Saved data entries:
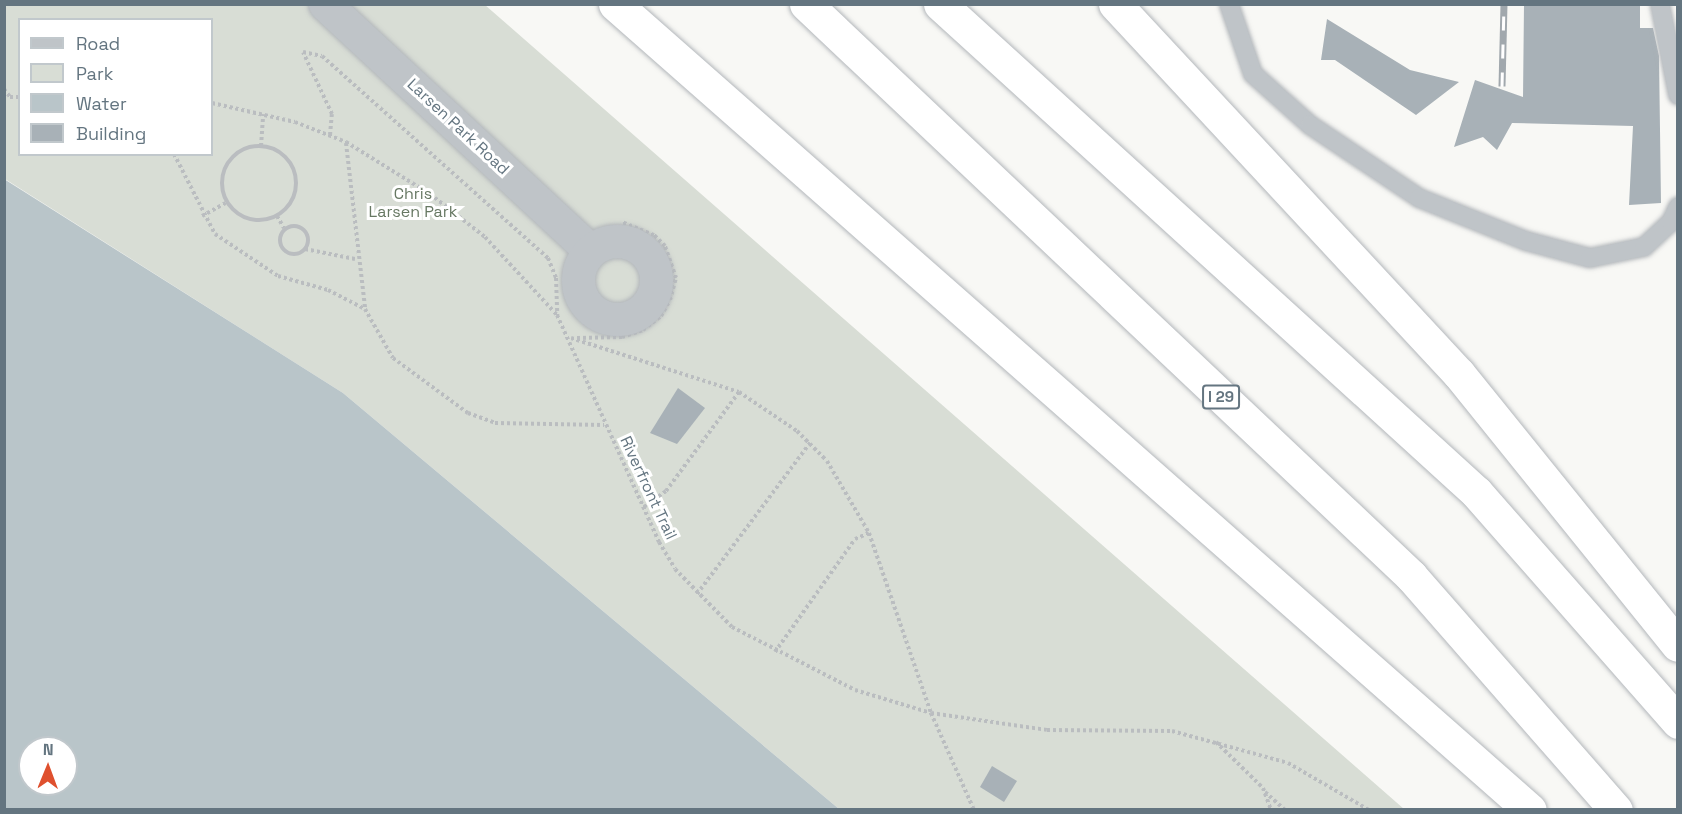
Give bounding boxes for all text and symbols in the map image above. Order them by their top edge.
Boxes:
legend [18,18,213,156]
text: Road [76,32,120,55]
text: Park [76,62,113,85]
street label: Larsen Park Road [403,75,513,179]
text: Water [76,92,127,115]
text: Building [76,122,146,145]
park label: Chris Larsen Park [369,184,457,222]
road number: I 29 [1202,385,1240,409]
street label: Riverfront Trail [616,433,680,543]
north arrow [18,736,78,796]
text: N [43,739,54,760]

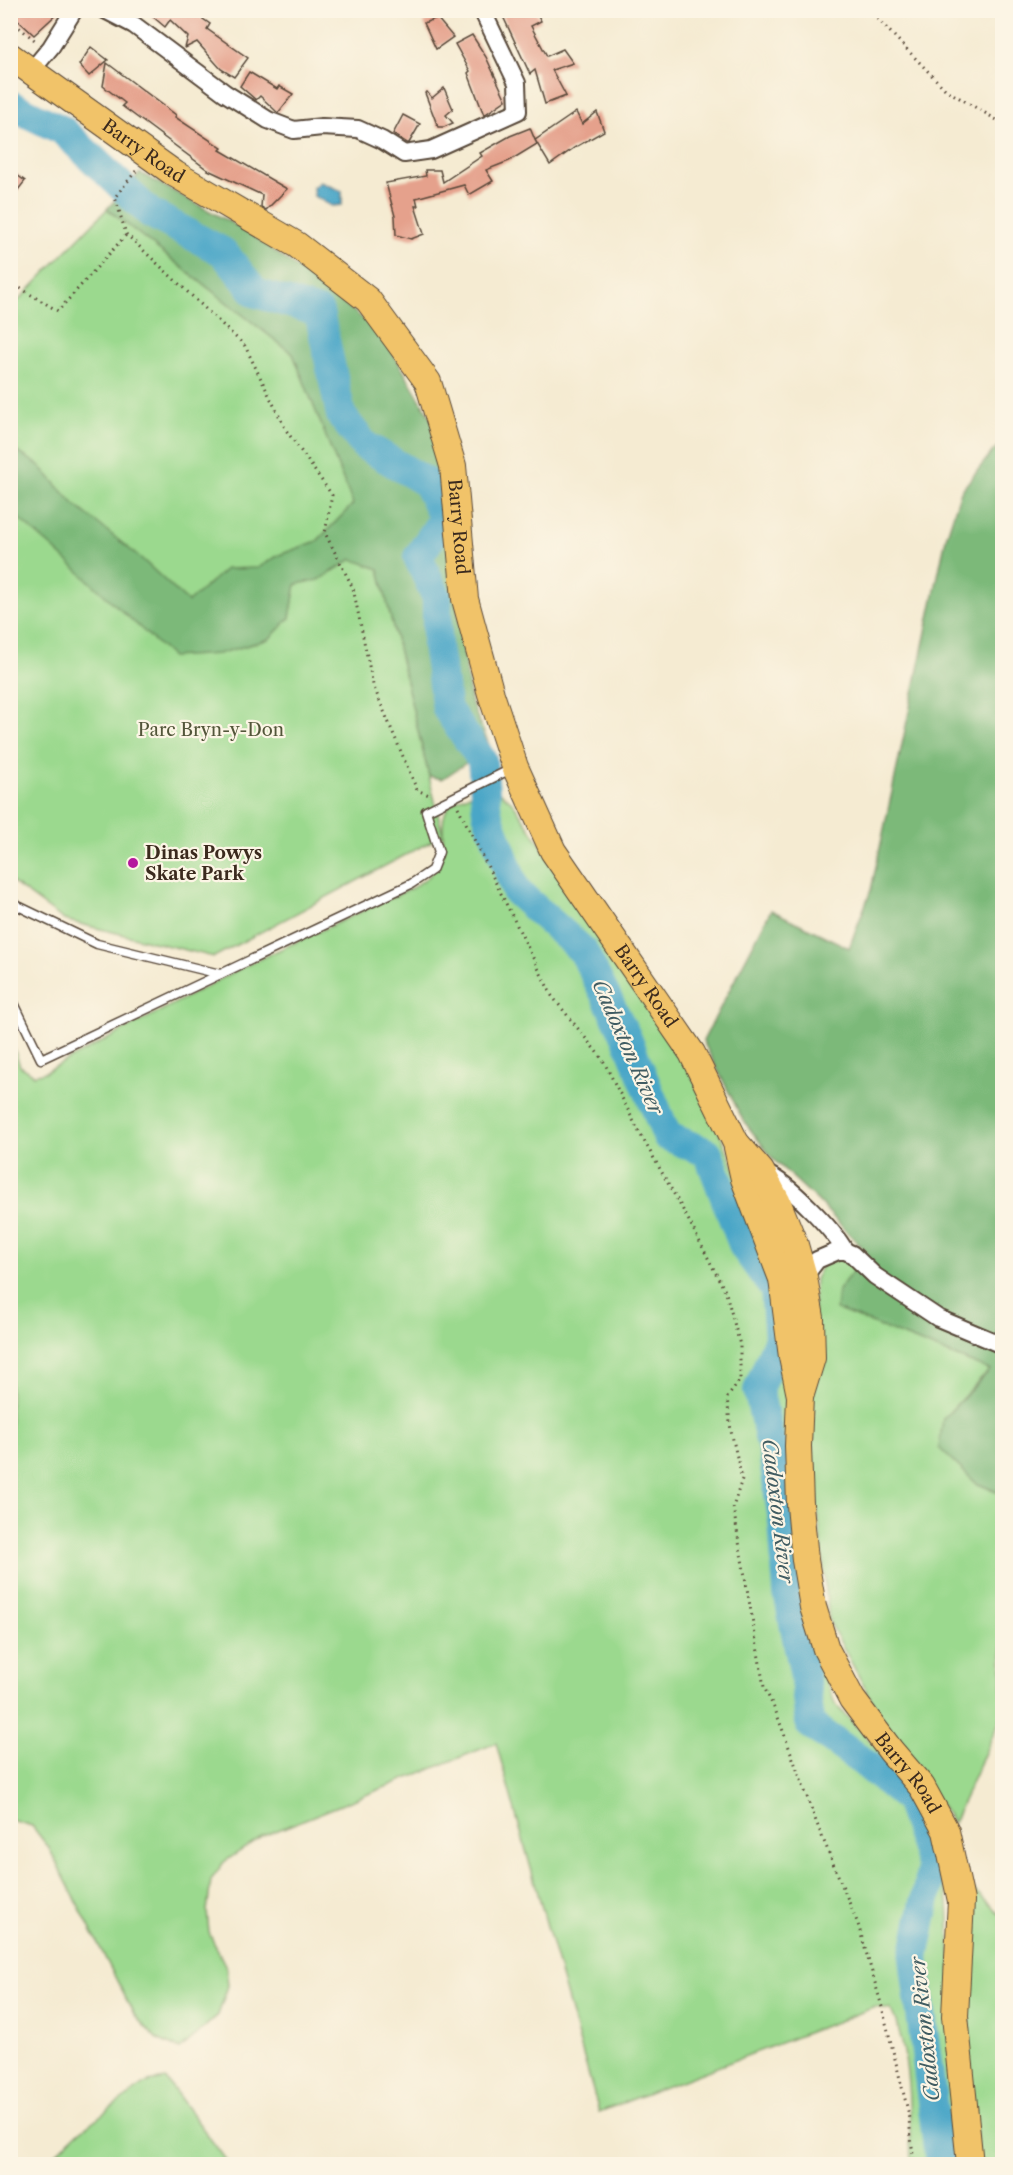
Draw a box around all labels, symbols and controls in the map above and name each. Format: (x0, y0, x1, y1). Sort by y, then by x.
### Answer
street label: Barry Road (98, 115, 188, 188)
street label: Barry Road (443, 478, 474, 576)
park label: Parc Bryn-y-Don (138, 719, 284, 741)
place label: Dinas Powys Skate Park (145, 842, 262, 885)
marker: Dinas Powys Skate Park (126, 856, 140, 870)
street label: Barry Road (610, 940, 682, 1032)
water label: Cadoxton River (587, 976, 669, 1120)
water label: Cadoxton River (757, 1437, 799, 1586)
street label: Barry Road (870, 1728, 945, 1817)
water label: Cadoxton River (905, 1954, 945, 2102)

Exercise objective: Your reply must consist of one number, the count of lines in the entries that hold "above".

Answer box: 2